There is a prodigious amount of work in Duyker’s book: 246 pages of text, an additional 137 pages of notes, a huge bibliography, glossaries and indexes. But he wrestles with Labillardière’s character, never able to offer a psychological portrait of the man. You never feel you get to know the man himself; you never hear his voice in your head. In addition, the chronological treatment makes for a dull beginning since not a lot is known about the naturalist’s early days.
And yet his later life was filled with fascinating discovery, drama on the high seas, life-and-death incidents – exploits that would make a Hornblower blush. If only it could have been better told.

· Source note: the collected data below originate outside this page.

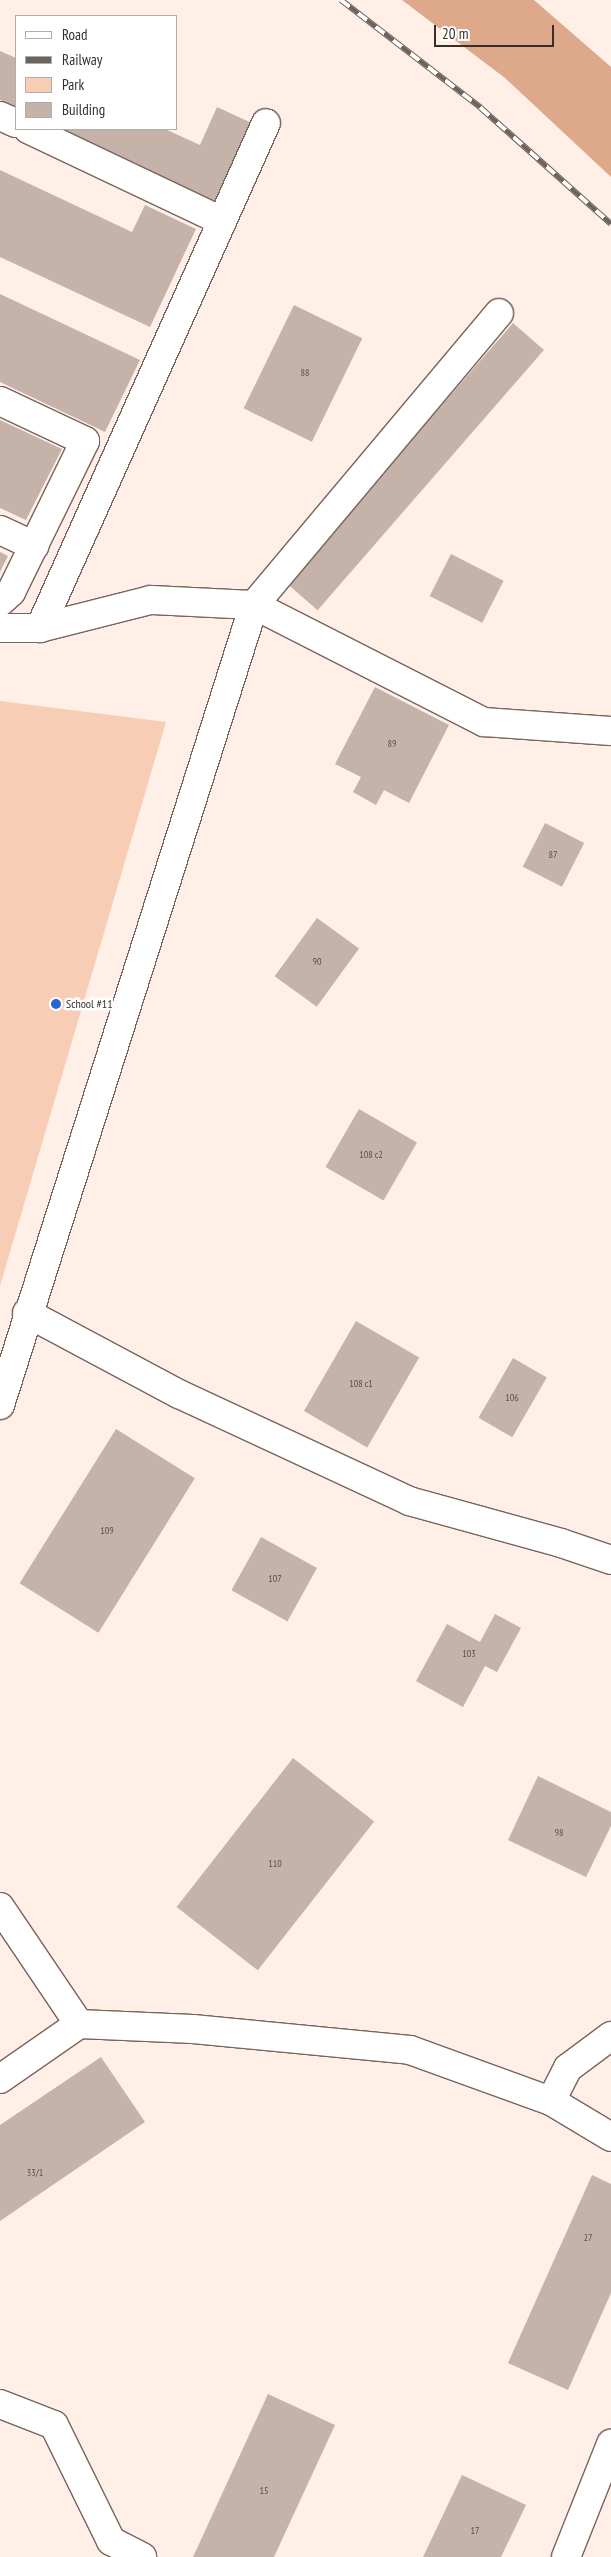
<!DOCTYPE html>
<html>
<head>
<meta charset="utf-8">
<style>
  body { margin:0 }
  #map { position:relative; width:611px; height:2557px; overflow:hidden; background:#ffefe7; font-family:"PT Sans Narrow",sans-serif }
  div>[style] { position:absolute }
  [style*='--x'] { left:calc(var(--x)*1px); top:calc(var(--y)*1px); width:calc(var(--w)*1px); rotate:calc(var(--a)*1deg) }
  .green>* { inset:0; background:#f7cdb6 }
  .forest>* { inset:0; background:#dea88b }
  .building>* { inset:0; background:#c5b3a9; transform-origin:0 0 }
  .roads { filter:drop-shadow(1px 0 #75655c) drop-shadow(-1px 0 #75655c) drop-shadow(0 1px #75655c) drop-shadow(0 -1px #75655c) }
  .minor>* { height:28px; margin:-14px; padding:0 14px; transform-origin:14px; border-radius:14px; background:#fff }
  .rail>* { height:5.5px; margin-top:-2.75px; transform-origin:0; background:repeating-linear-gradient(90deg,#fff 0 11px,#6c635e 0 22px); box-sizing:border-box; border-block:1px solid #6c635e }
  .dots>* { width:14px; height:14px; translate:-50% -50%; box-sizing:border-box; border:2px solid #fff; border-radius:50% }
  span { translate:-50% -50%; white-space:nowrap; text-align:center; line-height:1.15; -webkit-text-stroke:5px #fff; paint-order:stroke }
  .number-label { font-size:10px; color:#5a504a }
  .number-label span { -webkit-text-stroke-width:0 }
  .poi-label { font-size:12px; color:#362f2b }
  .left { translate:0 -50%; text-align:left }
  .legend { position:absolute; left:15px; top:15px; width:162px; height:115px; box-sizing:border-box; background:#fff; border:1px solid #afacaa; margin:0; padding:6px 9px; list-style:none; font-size:15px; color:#362f2b }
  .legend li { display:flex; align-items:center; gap:10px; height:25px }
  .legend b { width:25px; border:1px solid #afacaa }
  .scale { position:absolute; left:434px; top:25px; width:120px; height:22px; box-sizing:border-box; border:2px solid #362f2b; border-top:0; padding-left:6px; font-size:15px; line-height:18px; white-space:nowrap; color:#362f2b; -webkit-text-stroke:4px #fff; paint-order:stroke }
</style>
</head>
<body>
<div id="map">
  <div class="green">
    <div style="clip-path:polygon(0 701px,166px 722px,0 1286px)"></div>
  </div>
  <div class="forest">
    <div style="clip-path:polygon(402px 0,534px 0,611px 67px,611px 177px,505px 78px)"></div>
  </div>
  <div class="building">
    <div style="clip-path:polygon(0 51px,16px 58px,16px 107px,0 100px)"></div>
    <div style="clip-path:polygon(217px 107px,256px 125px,219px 203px,62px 129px,165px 129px,200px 145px)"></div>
    <div style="clip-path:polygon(0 170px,132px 232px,145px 205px,196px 229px,150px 327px,0 257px)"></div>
    <div style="clip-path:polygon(0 294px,140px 360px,105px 432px,0 382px)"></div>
    <div style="left:294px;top:305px;width:76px;height:115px;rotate:26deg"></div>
    <div style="left:513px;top:323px;width:41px;height:345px;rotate:41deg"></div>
    <div style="clip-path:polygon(0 420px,62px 449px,26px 520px,0 508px)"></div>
    <div style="clip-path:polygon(0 552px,8px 556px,0 572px)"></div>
    <div style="left:451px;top:554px;width:59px;height:47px;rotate:27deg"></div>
    <div style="clip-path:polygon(375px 687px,449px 725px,409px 803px,384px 790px,376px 805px,353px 792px,361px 777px,335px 764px)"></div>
    <div style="left:545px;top:823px;width:44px;height:49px;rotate:27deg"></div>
    <div style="left:317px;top:918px;width:52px;height:72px;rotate:36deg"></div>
    <div style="left:359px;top:1109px;width:67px;height:67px;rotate:30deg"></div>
    <div style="left:356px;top:1321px;width:73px;height:104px;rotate:30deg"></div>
    <div style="left:513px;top:1358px;width:39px;height:69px;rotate:30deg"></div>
    <div style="left:116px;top:1429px;width:93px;height:182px;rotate:32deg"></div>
    <div style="left:261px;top:1537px;width:64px;height:61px;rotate:29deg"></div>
    <div style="clip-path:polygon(495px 1614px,521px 1628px,497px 1672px,485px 1666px,463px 1707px,416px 1681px,447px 1624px,480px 1642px)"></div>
    <div style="left:293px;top:1758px;width:103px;height:189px;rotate:38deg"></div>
    <div style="clip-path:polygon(538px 1776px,611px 1812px,611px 1826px,586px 1877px,508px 1840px)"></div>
    <div style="clip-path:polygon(101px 2057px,145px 2122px,0 2221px,0 2125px)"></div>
    <div style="clip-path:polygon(592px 2175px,611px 2184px,611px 2293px,568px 2390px,508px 2363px)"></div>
    <div style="clip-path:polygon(268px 2394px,335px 2425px,274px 2557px,193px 2557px)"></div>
    <div style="clip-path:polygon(462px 2475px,526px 2505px,501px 2557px,423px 2557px)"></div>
  </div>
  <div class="roads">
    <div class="minor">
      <div style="--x:0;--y:116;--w:17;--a:24"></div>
      <div style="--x:28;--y:129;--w:215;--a:25.4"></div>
      <div style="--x:0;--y:401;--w:94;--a:25.2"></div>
      <div style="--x:85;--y:441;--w:168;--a:116.1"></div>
      <div style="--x:11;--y:592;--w:15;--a:138"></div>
      <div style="--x:0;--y:530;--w:38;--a:25"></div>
      <div style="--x:0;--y:628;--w:40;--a:0"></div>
      <div style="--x:40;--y:628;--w:114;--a:-14.2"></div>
      <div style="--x:151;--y:600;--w:103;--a:2.8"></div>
      <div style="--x:254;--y:605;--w:258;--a:27"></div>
      <div style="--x:484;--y:722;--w:127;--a:4.1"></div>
      <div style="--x:40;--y:628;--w:553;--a:-65.89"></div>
      <div style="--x:27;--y:1313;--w:172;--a:28.1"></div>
      <div style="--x:179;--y:1394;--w:254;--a:24.9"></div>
      <div style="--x:409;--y:1501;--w:158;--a:15.4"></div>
      <div style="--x:561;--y:1543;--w:53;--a:18.8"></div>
      <div style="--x:0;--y:1405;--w:839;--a:-72.39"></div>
      <div style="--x:254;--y:605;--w:381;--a:-50"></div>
      <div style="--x:0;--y:1907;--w:141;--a:56"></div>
      <div style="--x:0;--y:2079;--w:96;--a:-34.8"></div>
      <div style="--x:79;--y:2024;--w:114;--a:2.5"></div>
      <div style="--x:193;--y:2029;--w:218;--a:5.5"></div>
      <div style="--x:410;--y:2050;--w:150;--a:19.9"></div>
      <div style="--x:551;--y:2101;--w:70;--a:31"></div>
      <div style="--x:551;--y:2101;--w:37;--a:-63"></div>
      <div style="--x:568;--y:2068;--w:54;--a:-36.7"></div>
      <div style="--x:0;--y:2404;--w:58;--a:21.3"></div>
      <div style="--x:54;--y:2425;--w:129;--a:63.8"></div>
      <div style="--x:111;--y:2541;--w:35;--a:27"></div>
      <div style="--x:566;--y:2557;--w:122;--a:-68.3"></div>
    </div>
  </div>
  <div class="rail">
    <div style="--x:341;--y:0;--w:177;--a:37.6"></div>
    <div style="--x:481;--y:108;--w:174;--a:41.7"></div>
  </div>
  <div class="dots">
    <div style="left:56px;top:1004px;background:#2765d2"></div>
  </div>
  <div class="number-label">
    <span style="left:305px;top:373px">88</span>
    <span style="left:392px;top:744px">89</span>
    <span style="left:553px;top:855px">87</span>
    <span style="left:317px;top:962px">90</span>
    <span style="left:371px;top:1155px">108 с2</span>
    <span style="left:361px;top:1384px">108 с1</span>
    <span style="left:512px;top:1398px">106</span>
    <span style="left:107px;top:1531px">109</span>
    <span style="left:275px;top:1579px">107</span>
    <span style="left:469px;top:1654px">103</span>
    <span style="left:559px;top:1833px">98</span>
    <span style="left:275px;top:1864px">110</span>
    <span style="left:35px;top:2173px">33/1</span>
    <span style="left:588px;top:2238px">27</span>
    <span style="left:264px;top:2491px">15</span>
    <span style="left:475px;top:2531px">17</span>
  </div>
  <div class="poi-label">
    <span class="left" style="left:66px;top:1004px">School #11</span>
  </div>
  <ul class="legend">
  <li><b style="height:6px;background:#fff"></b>Road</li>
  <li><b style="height:6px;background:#6c635e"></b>Railway</li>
  <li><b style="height:14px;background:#f7cdb6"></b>Park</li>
  <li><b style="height:14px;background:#c5b3a9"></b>Building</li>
  </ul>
  <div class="scale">20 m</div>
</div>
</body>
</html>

Labillardière died in 1834, the same year Charles Darwin was fossicking around the coast of Patagonia. He left his estate to his nephew, who sold the library and natural history collection to pay death duties. The collections went to British collector Philip Barker Webb, who was amassing a huge private herbarium and who, in 1854, bequeathed everything to the Grand Duke of Tuscany’s natural history museum.
And so, on the second floor of a building on the Via G. La Pira in Florence, stored in long narrow drawers, there is a little piece of Australia and a large piece of our history.